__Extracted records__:
*** Block opens ***
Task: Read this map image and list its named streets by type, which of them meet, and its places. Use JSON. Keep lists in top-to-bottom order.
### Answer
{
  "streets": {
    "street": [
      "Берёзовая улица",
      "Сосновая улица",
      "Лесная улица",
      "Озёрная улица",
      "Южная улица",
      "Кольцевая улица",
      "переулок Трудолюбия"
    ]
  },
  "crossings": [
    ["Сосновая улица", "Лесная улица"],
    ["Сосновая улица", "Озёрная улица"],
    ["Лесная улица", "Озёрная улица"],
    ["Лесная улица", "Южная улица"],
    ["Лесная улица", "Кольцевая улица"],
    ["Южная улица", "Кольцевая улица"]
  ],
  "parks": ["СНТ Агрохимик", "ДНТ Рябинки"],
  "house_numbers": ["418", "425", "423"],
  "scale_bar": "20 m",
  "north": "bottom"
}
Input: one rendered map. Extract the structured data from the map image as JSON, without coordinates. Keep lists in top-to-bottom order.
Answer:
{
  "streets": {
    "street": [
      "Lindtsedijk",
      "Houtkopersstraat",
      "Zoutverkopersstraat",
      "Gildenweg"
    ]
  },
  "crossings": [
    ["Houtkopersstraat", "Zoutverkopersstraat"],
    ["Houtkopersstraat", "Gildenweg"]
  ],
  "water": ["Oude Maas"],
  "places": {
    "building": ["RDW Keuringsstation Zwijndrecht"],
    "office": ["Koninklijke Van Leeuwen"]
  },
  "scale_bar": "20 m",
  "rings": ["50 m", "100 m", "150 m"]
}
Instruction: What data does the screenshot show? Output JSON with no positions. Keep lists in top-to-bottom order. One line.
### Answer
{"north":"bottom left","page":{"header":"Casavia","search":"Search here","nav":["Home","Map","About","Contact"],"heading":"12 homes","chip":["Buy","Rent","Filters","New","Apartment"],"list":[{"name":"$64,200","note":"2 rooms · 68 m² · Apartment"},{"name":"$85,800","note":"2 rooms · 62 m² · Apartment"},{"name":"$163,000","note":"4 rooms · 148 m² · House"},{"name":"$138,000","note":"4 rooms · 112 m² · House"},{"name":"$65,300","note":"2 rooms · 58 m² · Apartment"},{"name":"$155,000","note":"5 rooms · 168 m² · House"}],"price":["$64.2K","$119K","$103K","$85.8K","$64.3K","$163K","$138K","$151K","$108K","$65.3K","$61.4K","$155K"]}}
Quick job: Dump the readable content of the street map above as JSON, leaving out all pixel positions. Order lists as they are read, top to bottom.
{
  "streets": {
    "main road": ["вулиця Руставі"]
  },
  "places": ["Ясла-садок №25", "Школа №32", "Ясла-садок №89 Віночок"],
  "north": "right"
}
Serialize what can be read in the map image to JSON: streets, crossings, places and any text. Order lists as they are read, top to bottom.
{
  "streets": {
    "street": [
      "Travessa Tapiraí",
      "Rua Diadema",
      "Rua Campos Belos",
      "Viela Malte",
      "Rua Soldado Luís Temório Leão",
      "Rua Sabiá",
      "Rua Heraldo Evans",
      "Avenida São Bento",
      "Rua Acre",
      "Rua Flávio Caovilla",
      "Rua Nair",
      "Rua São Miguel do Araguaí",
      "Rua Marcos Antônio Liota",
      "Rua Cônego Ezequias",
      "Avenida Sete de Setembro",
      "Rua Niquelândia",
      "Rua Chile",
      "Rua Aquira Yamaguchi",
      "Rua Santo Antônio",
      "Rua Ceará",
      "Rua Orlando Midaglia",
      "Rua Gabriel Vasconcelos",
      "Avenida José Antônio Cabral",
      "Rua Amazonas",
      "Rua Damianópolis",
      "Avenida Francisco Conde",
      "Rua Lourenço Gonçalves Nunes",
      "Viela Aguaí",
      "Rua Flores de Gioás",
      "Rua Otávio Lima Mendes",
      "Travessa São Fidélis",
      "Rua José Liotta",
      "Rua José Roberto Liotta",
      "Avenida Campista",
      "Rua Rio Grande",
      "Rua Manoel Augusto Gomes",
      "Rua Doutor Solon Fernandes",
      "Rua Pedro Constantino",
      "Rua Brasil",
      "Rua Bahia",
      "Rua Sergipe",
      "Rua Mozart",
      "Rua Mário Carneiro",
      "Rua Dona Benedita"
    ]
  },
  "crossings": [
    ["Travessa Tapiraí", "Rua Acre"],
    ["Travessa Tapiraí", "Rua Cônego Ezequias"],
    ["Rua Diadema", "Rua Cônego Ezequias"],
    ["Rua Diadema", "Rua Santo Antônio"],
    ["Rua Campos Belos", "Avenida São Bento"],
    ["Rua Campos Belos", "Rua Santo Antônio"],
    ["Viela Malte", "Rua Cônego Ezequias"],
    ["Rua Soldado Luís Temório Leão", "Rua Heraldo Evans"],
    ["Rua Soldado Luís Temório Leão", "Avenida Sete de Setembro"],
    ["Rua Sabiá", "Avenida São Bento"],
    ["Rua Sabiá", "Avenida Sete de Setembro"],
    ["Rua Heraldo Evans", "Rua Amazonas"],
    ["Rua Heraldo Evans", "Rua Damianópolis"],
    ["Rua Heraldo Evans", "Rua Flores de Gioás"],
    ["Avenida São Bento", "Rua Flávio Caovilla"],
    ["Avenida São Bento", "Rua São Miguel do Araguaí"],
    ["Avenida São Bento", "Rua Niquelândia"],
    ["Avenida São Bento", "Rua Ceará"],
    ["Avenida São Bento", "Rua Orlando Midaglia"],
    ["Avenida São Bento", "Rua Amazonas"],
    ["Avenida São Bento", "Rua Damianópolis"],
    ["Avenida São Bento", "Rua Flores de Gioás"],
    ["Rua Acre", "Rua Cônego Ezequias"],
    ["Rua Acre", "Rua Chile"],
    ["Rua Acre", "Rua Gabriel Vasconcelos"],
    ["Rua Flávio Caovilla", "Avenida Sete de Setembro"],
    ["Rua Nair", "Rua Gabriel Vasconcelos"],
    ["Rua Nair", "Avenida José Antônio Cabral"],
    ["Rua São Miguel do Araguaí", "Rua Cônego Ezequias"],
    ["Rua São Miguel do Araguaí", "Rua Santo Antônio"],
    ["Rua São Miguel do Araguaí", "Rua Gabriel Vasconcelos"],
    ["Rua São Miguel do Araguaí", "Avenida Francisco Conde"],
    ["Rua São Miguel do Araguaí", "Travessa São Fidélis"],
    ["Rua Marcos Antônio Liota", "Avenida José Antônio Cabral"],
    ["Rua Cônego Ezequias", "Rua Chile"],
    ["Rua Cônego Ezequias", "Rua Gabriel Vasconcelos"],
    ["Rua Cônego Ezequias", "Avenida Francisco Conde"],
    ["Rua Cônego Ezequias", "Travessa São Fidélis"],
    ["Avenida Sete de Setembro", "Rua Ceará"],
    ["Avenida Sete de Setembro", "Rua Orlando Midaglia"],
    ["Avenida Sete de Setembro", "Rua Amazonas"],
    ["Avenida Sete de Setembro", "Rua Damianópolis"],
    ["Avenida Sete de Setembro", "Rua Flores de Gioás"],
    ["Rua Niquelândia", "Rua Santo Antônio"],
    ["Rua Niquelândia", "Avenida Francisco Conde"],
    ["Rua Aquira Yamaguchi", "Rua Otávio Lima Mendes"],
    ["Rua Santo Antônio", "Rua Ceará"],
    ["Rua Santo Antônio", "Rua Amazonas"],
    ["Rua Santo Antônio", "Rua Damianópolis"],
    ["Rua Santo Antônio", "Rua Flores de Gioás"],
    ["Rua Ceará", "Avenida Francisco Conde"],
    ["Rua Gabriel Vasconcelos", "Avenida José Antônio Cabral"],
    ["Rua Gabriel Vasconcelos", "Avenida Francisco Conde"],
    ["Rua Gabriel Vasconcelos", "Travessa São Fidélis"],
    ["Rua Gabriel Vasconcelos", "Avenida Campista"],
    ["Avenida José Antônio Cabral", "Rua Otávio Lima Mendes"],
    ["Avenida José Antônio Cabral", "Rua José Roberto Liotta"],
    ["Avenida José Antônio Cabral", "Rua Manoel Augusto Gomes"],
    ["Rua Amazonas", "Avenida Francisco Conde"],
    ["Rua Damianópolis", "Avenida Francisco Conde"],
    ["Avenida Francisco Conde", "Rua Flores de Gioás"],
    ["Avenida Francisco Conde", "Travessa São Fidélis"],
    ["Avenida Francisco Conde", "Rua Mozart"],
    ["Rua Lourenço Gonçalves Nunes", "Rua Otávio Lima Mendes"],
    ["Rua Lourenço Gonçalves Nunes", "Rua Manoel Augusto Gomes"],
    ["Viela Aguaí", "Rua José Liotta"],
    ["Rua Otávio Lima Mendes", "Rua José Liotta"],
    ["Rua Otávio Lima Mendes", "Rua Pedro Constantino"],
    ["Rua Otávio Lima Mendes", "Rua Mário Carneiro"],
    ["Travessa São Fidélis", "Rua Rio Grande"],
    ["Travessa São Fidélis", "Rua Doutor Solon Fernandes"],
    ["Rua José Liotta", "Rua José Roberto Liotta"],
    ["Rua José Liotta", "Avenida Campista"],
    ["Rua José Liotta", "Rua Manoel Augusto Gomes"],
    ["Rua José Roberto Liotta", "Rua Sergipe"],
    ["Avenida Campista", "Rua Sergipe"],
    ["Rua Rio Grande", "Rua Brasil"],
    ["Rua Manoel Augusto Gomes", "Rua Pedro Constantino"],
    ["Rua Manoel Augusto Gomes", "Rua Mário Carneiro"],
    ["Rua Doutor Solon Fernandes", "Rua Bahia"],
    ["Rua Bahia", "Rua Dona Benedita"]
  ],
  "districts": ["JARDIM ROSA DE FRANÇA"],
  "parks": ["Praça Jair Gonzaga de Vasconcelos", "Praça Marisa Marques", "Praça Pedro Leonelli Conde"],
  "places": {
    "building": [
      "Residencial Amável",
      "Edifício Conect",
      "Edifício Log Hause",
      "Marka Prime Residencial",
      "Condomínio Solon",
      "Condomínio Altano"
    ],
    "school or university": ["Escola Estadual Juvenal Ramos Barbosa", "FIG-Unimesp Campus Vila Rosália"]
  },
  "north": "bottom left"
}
*** Block closes ***
__Task statement__:
Search the entries for the word "Setembro" and pick out every line that holds it.

__Answer below__:
      "Avenida Sete de Setembro",
    ["Rua Soldado Luís Temório Leão", "Avenida Sete de Setembro"],
    ["Rua Sabiá", "Avenida Sete de Setembro"],
    ["Rua Flávio Caovilla", "Avenida Sete de Setembro"],
    ["Avenida Sete de Setembro", "Rua Ceará"],
    ["Avenida Sete de Setembro", "Rua Orlando Midaglia"],
    ["Avenida Sete de Setembro", "Rua Amazonas"],
    ["Avenida Sete de Setembro", "Rua Damianópolis"],
    ["Avenida Sete de Setembro", "Rua Flores de Gioás"],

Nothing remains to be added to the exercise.